The dispatch happens in log_2pc_commit (log_2pc.c:632):

// log_2pc_commit — src/transaction/log_2pc.c (signature)
TRAN_STATE
log_2pc_commit (THREAD_ENTRY *thread_p,
log_tdes *tdes,
LOG_2PC_EXECUTE execute_2pc_type,
bool *decision);

The execute_2pc_type argument selects the path; *decision is filled with the local outcome (true=commit, false=abort) that propagates up to a parent coordinator if any.

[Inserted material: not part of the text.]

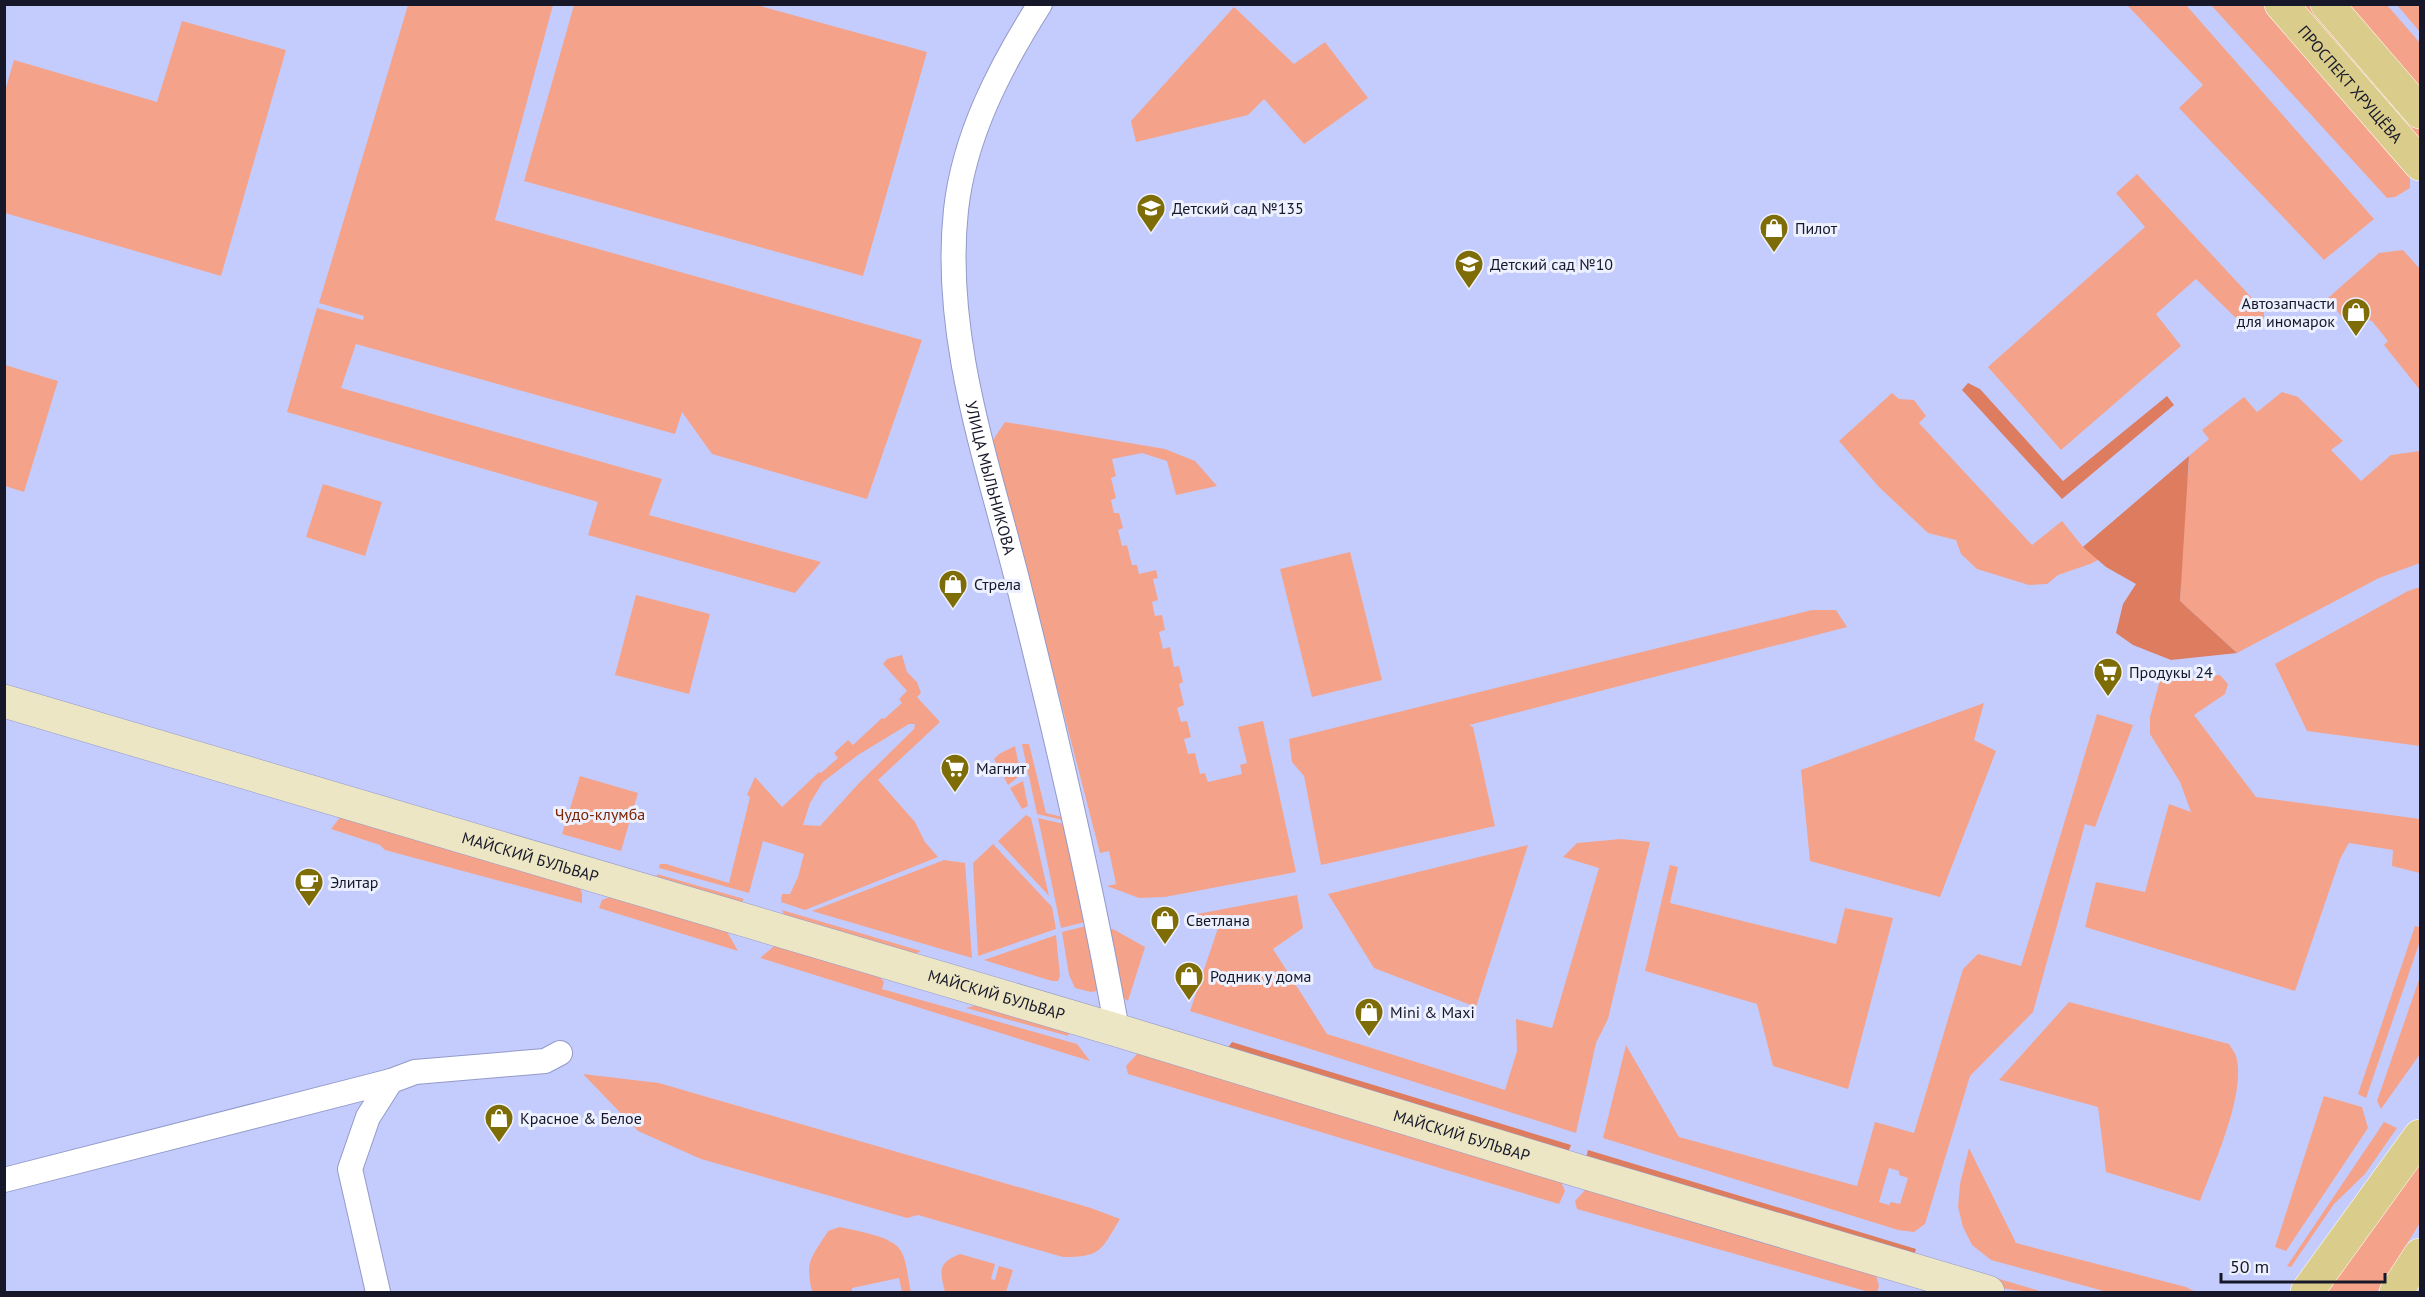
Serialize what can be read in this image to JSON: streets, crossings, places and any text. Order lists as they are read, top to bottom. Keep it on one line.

When a TDES acts as a coordinator, the coord pointer points to a LOG_2PC_COORDINATOR block:

// LOG_2PC_COORDINATOR — src/transaction/log_2pc.h:64
struct log_2pc_coordinator
{
int num_particps; /* Number of participating sites */
int particp_id_length; /* Length of one participant identifier */
void *block_particps_ids; /* Block of N × particp_id_length bytes */
#ifdef LOG_2PC_ACK_RECV_REQUIRED
bool *ack_received; /* Per-participant ack vector */
#endif
};

block_particps_ids is a flat byte block of N participant IDs of length particp_id_length each — a network address, a name, or whatever the calling code passes to log_2pc_alloc_coord_info. Storing it as a flat block (rather than an array of pointers) means it serialises directly into the LOG_2PC_START record:

// LOG_REC_2PC_START — src/transaction/log_record.hpp:399
struct log_rec_2pc_start
{
char user_name[DB_MAX_USER_LENGTH + 1];
int gtrid;
int num_particps;
int particp_id_length;
/* immediately followed by num_particps × particp_id_length bytes */
};

The LOG_2PC_ACK_RECV_REQUIRED #ifdef controls whether the coordinator tracks per-participant acks. When defined, the ack vector is populated by LOG_2PC_RECV_ACK records during phase 2.

log_2pc_alloc_coord_info (declared at log_2pc.h:93) attaches this struct to a TDES; log_2pc_free_coord_info releases it on transaction end.

A gtrid is an int handed out at log_2pc_start and stored in log_tdes::gtrid (log_impl.h:499). The companion LOG_2PC_GTRINFO carries the XA-style payload:

// LOG_2PC_GTRINFO — src/transaction/log_2pc.h:57
struct log_2pc_gtrinfo
{
int info_length;
void *info_data; /* opaque to the engine — XID payload */
};

log_2pc_set_global_tran_info (log_2pc.c:705) writes the payload onto the TDES; log_2pc_get_global_tran_info (log_2pc.c:772) reads it back.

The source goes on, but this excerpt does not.